- Developer: Gamesoft
- Producers: Vishal Gumber; Nigel Marshall;
- Designers: Adam Pinto; Arianne Elliott; Dan Khoury;
- Programmers: Andrew Matthews; Adam Pinto; Greg Matthews; Joel Van De Vorstenbosch; Keen Fong;
- Artists: Aaron Bautista; Anitta Smith; Andrew Matthews; Arianne Elliott; Boramy Unn; Nichelle Nolan; Nicole Padilha; Princy Suarez; Jonathon Iskov; Tavish Cotter;
- Writer: Daniel McMahon
- Composers: Thilo Schaller; Alex Coe; James Flood; Jonathan Martinez; Lionel Hobden;
- Platforms: Windows; OS X;
- Release: Windows: WW: October 10, 2016; Mac OS: WW: October 28, 2016;
- Genre: Puzzle-platform
- Mode: Single-player

= Clockwork (video game) =

2016 video game

Clockwork is a puzzle-platform game developed and published by Sydney, Australia based video game studio Gamesoft.
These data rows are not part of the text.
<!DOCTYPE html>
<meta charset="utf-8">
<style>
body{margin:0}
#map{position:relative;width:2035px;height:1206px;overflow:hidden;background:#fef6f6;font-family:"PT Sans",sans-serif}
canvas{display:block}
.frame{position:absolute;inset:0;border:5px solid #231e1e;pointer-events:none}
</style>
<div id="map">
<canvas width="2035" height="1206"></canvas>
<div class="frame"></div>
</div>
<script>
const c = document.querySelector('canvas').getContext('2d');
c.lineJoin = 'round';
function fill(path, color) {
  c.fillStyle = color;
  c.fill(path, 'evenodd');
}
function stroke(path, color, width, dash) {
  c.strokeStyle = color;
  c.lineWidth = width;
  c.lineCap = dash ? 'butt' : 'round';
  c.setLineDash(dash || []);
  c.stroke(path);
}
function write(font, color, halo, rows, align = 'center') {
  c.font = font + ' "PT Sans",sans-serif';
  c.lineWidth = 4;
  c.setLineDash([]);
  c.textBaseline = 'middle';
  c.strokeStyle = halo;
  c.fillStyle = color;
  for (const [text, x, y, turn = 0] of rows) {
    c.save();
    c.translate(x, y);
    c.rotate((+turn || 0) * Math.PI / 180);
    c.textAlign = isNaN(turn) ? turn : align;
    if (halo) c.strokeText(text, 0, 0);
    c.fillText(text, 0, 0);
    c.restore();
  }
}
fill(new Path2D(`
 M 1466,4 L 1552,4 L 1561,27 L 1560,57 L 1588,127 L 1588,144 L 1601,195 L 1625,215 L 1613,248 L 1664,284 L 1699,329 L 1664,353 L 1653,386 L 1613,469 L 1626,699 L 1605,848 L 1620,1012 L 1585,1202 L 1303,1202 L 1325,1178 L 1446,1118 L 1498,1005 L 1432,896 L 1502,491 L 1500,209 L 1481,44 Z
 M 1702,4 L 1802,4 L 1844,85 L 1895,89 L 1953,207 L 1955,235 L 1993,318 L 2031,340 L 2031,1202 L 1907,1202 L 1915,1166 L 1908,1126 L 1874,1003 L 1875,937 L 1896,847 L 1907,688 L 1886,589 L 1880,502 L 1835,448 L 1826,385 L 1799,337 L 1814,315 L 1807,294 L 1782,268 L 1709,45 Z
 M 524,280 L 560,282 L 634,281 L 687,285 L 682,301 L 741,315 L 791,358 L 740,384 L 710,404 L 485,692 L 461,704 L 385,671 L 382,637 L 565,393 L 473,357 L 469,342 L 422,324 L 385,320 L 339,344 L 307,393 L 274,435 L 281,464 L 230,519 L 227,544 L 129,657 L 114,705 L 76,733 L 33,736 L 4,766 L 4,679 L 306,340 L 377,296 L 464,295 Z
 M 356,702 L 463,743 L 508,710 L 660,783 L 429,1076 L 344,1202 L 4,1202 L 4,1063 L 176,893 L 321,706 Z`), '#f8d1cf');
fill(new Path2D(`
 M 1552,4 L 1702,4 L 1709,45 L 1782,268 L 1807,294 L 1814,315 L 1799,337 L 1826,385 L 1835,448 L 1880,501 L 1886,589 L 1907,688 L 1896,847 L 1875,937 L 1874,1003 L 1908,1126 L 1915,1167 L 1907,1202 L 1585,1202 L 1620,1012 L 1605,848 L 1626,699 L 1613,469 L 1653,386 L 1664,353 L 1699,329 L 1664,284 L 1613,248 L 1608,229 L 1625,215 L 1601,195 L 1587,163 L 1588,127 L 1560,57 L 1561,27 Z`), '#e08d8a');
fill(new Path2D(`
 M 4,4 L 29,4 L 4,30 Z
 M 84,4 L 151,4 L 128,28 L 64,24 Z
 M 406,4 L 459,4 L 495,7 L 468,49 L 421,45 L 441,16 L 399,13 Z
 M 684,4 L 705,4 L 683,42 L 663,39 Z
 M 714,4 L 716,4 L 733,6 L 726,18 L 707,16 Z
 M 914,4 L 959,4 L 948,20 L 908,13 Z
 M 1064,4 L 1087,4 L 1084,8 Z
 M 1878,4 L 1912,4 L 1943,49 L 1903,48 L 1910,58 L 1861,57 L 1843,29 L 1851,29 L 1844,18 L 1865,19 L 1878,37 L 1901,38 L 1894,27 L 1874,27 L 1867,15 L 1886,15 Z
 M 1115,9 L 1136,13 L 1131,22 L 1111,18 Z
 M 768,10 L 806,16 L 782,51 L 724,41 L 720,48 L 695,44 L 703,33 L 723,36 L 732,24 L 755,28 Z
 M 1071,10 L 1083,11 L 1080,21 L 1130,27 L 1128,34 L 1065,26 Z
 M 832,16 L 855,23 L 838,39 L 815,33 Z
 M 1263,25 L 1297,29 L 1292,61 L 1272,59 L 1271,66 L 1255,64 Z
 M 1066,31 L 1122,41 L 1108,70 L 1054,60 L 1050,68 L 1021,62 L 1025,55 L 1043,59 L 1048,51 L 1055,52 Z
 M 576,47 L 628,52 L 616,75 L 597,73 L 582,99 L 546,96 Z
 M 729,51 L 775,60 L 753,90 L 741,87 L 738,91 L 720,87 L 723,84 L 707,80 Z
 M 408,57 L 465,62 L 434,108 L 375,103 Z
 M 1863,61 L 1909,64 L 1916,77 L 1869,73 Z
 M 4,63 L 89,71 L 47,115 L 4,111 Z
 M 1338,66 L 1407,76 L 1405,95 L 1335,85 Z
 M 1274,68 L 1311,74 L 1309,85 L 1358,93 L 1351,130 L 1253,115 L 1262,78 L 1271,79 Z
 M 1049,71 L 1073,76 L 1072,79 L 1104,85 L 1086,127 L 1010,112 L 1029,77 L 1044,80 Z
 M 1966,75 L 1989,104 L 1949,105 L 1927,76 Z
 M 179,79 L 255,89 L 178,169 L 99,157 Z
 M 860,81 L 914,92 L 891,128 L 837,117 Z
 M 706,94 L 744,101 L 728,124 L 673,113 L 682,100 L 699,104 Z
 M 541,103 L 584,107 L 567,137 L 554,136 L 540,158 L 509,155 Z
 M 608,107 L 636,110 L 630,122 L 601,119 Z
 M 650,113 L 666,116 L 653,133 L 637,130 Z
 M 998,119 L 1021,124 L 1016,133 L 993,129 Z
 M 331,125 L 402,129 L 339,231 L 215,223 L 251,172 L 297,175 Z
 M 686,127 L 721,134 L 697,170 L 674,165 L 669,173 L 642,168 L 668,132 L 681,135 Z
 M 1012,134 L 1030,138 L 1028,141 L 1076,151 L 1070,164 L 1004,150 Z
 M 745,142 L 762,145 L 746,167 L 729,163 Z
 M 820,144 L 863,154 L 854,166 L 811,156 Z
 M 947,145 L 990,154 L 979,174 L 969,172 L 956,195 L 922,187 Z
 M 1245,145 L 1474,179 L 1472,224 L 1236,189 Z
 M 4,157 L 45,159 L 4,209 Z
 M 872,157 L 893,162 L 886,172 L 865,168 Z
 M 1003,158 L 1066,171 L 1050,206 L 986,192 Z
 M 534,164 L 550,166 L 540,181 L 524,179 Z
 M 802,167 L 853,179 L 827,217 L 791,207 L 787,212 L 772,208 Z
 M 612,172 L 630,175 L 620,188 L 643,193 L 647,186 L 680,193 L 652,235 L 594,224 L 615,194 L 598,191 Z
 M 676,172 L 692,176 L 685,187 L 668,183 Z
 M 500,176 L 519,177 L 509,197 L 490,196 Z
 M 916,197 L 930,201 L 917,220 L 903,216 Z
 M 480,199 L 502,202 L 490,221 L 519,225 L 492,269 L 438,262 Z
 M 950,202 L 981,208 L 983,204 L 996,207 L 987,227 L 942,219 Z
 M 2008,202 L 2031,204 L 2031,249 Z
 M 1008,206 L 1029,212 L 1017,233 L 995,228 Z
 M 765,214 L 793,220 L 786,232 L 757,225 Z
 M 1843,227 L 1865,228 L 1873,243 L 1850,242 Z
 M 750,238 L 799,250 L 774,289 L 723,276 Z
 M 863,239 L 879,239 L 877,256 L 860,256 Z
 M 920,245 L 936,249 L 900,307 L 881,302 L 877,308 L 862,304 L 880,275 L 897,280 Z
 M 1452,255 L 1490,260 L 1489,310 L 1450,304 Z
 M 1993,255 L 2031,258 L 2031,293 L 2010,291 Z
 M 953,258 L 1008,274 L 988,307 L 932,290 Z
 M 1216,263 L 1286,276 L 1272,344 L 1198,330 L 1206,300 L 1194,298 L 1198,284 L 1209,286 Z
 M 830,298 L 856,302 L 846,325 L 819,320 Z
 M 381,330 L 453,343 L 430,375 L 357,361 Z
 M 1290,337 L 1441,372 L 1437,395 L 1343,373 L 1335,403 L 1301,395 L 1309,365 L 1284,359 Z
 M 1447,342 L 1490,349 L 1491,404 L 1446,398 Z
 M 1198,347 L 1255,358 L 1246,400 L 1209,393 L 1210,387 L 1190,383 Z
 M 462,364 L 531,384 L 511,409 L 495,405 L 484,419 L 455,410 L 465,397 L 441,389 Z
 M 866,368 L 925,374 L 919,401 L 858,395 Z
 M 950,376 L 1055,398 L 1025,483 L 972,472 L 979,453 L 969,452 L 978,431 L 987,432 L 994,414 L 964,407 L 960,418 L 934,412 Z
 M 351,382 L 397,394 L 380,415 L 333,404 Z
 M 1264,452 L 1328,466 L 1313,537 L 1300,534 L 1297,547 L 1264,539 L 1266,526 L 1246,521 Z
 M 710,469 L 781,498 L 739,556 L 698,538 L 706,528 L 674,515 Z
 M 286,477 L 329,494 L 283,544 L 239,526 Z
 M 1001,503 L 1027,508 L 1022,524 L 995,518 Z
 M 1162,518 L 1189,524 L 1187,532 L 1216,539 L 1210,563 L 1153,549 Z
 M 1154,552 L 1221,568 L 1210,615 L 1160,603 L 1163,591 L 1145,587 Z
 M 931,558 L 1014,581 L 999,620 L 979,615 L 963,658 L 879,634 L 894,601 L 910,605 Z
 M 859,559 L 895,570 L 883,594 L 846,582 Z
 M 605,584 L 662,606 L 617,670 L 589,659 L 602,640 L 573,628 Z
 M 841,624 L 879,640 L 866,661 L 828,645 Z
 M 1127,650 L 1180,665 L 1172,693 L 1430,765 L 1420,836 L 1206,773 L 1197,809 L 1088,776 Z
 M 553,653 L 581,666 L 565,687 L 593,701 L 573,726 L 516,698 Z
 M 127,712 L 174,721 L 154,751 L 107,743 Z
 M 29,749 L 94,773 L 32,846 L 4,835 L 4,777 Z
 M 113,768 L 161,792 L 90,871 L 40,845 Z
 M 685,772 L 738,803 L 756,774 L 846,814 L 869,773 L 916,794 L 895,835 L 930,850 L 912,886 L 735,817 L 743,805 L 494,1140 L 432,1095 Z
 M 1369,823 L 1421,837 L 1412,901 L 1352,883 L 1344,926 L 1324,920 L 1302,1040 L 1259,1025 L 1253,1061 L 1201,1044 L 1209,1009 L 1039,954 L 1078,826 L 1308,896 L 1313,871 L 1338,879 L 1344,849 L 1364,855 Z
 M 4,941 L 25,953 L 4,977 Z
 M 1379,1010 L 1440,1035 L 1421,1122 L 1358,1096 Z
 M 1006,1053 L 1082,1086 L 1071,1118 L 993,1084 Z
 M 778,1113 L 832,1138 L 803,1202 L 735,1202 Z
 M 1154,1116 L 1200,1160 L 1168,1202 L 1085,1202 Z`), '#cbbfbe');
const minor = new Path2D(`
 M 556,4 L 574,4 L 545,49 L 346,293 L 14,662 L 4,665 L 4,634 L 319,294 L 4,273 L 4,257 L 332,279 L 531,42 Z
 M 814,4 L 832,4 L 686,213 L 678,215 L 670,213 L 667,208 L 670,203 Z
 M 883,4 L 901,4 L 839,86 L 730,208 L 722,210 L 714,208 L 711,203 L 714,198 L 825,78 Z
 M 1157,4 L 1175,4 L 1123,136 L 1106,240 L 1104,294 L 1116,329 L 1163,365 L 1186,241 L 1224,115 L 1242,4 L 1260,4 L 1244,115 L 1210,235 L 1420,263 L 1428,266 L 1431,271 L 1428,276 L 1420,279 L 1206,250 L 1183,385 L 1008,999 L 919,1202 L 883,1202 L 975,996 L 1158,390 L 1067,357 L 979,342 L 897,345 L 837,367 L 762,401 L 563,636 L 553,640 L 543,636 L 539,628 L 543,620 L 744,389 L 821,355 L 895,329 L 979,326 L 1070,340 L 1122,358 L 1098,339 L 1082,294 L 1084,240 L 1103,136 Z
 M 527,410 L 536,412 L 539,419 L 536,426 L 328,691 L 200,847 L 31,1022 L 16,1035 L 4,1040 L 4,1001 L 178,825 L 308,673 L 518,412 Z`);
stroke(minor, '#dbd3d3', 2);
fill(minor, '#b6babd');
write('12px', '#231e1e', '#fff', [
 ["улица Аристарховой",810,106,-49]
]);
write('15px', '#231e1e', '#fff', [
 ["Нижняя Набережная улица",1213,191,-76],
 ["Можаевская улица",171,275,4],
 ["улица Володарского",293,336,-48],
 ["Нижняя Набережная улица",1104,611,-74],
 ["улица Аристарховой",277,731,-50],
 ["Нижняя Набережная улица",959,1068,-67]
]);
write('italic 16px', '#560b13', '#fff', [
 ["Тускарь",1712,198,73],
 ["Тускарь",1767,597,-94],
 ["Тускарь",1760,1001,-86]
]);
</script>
The game has a steampunk theme and is set in a city in a dystopian future.

==Plot==
Clockwork is set in the dystopian future city of Watchtower; As Atto you try to get by day to day, until he discovers his watch is inhabited by the spirit of a girl known as Milli. Atto decided to return Milli to her creator, and the two need to work together to get through the dangerous obstacles of Clocktower with Milli's mysterious power to reverse time.

==Development==
Gamesoft, a video game studio based in Parramatta, Sydney, Australia, began development of Clockwork in 2014. Vishal Gumber, the CEO of Gamesoft, said the game took two years to finish with a team of twenty five people.

==Reception==
Reviews for the game largely praise the art and soundtrack for being beautiful and bringing the steampunk work of Clocktower to life. However, bugs in the gameplay and some confused game design in the latter part of the game have caused mixed reviews on Steam.